Lompat ke konten Lompat ke sidebar Lompat ke footer

Lipstick Effect di Tengah Deflasi Beruntun dan Rontoknya Kelas Menengah


Oleh: Meti Nur Hidayah (Aktivis Muslimah Brebes)

Perekenomian Indonesia sedang tidak baik-baik saja. Saat perekonomian global masih diselimuti dengan beragam tantangan yang memicu perlambatan ekonomi sejumlah negara, Indonesia masuk dalam situasi tersebut. Selama lima bulan berturut-turut sejak Mei 2024, negeri ini mengalami deflasi. Deflasi merupakan kondisi dimana tingkat harga barang dan jasa secara umum mengalami penurunan dalam periode tertentu. Meskipun sering dianggap kebalikan dari inflasi, deflasi membawa tantangan dan peluang tersendiri bagi ekonomi suatu negara.( https://www.liputan6.com/)

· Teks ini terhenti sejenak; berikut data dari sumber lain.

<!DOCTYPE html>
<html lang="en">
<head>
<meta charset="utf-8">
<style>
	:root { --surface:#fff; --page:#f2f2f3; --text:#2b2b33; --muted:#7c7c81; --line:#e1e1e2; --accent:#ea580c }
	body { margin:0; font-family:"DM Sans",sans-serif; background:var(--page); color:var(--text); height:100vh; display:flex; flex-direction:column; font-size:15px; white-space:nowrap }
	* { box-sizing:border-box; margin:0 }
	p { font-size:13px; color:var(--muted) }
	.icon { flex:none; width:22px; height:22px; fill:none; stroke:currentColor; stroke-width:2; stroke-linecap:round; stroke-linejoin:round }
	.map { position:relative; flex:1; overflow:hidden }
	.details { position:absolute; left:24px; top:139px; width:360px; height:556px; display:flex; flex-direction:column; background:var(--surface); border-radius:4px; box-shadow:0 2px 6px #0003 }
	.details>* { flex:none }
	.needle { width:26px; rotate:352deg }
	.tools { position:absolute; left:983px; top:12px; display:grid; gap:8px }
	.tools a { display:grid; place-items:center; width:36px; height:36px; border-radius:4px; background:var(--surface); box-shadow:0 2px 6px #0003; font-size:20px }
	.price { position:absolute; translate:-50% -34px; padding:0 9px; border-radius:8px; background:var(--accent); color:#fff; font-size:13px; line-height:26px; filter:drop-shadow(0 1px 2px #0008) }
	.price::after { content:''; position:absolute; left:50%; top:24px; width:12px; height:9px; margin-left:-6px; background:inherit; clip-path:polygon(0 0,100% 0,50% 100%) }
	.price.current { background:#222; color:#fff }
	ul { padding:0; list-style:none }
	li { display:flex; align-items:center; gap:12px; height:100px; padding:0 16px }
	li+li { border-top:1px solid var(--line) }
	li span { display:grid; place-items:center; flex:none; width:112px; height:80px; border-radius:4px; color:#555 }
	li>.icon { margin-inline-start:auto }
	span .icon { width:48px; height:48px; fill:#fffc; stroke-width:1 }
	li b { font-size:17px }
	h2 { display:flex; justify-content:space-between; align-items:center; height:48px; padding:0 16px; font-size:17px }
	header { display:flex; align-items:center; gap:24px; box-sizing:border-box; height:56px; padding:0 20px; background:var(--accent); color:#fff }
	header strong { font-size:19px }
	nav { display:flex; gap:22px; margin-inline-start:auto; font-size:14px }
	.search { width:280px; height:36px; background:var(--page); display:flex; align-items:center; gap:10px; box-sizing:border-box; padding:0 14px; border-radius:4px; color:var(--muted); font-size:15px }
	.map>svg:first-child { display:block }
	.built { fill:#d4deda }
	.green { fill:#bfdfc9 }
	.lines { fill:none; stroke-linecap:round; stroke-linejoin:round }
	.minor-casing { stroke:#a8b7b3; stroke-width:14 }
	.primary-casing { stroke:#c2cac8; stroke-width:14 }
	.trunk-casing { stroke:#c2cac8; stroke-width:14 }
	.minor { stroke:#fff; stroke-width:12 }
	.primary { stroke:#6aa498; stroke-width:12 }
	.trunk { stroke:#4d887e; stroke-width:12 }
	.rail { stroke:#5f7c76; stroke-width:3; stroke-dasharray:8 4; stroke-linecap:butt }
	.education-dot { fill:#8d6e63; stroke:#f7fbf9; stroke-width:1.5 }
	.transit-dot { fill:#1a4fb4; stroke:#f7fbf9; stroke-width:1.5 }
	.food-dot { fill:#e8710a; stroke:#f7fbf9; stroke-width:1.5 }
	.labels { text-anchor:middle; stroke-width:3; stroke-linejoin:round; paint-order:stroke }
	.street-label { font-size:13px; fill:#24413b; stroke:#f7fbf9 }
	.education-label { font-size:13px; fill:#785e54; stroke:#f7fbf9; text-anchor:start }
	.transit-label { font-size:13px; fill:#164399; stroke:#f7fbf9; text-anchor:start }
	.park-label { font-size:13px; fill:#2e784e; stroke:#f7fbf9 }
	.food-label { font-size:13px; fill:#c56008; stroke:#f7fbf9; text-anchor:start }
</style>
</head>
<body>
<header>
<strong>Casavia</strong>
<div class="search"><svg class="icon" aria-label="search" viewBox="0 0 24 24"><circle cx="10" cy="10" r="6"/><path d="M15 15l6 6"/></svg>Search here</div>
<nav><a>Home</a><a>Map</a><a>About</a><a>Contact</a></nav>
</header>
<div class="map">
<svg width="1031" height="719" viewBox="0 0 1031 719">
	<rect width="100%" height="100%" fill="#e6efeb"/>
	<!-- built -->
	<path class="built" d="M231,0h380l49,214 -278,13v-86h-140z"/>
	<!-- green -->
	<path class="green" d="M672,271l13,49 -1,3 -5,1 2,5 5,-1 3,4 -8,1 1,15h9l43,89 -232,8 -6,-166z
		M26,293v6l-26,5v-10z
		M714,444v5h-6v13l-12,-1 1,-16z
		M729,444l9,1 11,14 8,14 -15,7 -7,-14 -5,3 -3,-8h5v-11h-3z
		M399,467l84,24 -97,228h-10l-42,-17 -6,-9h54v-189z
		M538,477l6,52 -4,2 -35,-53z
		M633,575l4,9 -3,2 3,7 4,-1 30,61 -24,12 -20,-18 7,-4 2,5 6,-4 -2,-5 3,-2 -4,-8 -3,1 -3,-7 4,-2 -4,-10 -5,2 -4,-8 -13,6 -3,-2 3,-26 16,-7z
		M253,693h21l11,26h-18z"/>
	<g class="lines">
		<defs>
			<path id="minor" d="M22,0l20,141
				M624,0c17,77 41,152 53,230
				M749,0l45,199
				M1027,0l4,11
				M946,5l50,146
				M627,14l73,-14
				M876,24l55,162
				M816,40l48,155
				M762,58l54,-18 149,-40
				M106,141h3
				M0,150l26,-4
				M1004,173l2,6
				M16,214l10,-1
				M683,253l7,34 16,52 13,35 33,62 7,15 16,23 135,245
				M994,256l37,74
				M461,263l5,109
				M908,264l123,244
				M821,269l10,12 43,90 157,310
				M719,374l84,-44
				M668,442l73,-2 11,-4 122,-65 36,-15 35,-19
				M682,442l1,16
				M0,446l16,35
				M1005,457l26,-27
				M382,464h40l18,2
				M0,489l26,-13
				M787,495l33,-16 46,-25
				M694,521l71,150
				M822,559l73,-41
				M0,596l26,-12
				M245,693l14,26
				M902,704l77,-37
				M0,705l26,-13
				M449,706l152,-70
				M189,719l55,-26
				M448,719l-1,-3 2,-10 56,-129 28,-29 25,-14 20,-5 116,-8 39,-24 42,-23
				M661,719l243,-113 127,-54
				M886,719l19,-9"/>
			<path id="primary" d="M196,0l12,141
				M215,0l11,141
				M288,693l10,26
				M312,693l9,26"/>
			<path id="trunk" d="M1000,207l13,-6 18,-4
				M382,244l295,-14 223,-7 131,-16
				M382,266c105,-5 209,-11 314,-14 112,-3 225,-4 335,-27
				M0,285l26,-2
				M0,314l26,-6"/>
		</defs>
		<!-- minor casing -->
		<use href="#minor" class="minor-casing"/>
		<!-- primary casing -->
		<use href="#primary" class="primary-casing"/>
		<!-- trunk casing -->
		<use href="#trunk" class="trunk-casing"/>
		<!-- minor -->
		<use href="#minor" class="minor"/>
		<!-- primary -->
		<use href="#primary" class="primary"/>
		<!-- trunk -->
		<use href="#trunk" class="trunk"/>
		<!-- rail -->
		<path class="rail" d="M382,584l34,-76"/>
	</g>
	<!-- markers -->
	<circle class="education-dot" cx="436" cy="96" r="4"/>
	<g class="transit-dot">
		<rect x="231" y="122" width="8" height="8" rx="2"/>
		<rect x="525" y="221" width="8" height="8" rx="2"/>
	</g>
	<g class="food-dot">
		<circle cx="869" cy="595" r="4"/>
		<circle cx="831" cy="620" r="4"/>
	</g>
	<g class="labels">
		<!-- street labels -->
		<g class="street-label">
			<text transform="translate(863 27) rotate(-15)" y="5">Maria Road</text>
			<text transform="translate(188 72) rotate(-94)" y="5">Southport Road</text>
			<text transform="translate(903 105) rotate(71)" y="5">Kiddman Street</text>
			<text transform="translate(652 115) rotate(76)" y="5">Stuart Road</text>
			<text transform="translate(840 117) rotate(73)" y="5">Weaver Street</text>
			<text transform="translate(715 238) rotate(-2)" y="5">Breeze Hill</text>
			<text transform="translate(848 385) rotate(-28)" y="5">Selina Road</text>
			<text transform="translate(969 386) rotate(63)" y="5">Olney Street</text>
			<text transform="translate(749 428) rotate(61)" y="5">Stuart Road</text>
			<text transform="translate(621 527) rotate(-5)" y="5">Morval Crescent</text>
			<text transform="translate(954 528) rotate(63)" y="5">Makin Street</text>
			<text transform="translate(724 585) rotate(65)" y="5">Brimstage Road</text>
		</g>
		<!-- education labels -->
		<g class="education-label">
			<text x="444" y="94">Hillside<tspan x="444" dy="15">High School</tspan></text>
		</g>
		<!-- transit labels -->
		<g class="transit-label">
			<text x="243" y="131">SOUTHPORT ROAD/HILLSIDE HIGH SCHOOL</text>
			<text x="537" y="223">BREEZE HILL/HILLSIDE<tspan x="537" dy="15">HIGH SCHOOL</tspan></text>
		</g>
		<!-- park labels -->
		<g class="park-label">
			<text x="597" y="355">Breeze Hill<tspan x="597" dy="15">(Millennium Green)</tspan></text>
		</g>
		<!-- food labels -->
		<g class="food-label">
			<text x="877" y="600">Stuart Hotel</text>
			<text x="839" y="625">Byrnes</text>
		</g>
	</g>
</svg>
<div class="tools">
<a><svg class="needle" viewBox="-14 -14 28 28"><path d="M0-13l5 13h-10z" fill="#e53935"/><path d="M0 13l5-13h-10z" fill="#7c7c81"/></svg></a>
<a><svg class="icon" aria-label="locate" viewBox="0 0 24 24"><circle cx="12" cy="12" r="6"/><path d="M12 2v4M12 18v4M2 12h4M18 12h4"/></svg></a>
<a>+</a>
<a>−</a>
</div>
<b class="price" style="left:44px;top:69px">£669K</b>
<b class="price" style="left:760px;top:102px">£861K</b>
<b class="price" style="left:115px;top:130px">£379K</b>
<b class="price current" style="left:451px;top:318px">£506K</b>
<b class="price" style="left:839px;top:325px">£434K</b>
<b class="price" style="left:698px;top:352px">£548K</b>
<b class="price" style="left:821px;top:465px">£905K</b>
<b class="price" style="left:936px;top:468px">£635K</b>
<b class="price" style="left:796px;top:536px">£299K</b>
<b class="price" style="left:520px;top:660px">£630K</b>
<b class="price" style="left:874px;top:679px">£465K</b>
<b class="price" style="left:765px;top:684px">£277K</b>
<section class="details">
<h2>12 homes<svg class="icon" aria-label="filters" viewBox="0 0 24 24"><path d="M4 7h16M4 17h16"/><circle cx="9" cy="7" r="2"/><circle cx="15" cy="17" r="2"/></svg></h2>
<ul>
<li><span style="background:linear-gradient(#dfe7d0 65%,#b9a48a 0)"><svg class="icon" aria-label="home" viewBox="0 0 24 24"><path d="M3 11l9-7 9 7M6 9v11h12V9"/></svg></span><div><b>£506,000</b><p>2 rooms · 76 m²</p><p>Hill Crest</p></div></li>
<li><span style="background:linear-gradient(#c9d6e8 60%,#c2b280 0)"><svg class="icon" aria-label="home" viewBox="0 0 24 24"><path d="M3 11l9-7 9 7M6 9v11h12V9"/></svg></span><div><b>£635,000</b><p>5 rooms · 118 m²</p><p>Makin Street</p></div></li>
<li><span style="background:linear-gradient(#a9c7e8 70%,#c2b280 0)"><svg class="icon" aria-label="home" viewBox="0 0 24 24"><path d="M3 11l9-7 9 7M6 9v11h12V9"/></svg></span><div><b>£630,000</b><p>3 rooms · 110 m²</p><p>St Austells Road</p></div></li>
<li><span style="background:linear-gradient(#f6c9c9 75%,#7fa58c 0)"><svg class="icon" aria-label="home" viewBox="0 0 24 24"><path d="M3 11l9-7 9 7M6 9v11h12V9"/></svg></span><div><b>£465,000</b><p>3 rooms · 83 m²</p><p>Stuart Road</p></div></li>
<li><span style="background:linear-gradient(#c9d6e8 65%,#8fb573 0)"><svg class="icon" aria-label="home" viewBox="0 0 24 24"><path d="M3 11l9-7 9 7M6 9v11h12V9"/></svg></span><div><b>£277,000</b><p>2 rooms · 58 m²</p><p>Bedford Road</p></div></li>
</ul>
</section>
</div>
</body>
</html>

Sejumlah pihak melihat terjadinya deflasi sebagai alarm bahaya menurunnya daya beli masyarakat. Jika keadaan ekonomi suatau negara lesu maka akan berimbas pada harga barang dan jasa yang diturunkan, yang kemudian akan memicu meruginya pengusaha. Berikutnya fenomena PHK masalpun pasti akan menjadi tren. Di Jawa Tengah, sebagaimana disampaikan oleh Dinas Tenaga Kerja dan Transmigrasi (Disnakertrans) Provinsi Jateng, sejak Januari hingga akhir Agustus 2024, ada 8.231 tenaga kerja di Jawa Tengah (Jateng) yang kena pemutusan hubungan kerja (PHK) dan 3.719 tenaga kerja yang dirumahkan. Dan ini adalah penyumbang angka terbesar untuk PHK nasional.

Alhasil, angka pengangguran akan meningkat secara signifikan. Salah satu tandanya adalah terjadinya fenomena kerontokan kelas menengah. Indonesia saat ini dengan jumlah penduduk kategori menuju kelas menengah atau 'aspiring middle class' terus bertambah mencapai 137,5 juta jiwa pada tahun 2024 sementara di tahun 2019, jumlahnya 128,85 juta jiwa. Efek dari kerontokan kelas menengah tersebut yaitu membuat membuat daya beli responden kelas menengah di Indonesia turun pada September 2024.

Namun aneh justru terjadi di tengah runtutan panjang kondisi ekonomi yang sedang tidak baik-baik saja seperti harga barang yang turun (deflasi) tapi tak terjangkau dibeli, pemasukan turun, peluang pemasukan sangat terbatas, muncul geliat penjualan tiket-tiket konser yang “sold out”, antrian pemesanan boneka labubu yang berharga fantastis, antrian pembelian iPhone 16. Demikianlah fenomena tersebut dinamakan “Lipstick effect”

Jebakan itu Bernama “Lipstick effect”

“Lipstick effect” adalah fenomena ketika konsumen masih bersedia mengeluarkan uang untuk kesenangan sesaat dan sederhana dalam kondisi ekonomi yang menurun. Melansir dari Investopedia (9/10/2024), teori ini pertama kali dikemukakan oleh Juliet Schor dalam bukunya yang berjudul ‘The Overspent American’, yang diterbitkan pertama kali pada 1998. Teori ini berangkat dari konklusi penjualan lipstik yang meningkat meskipun perekonomian tengah berada pada masa resesi. Namun teori “Lipstick effect” ini juga dapat diaplikasikan pada barang-barang mewah terjangkau lainnya.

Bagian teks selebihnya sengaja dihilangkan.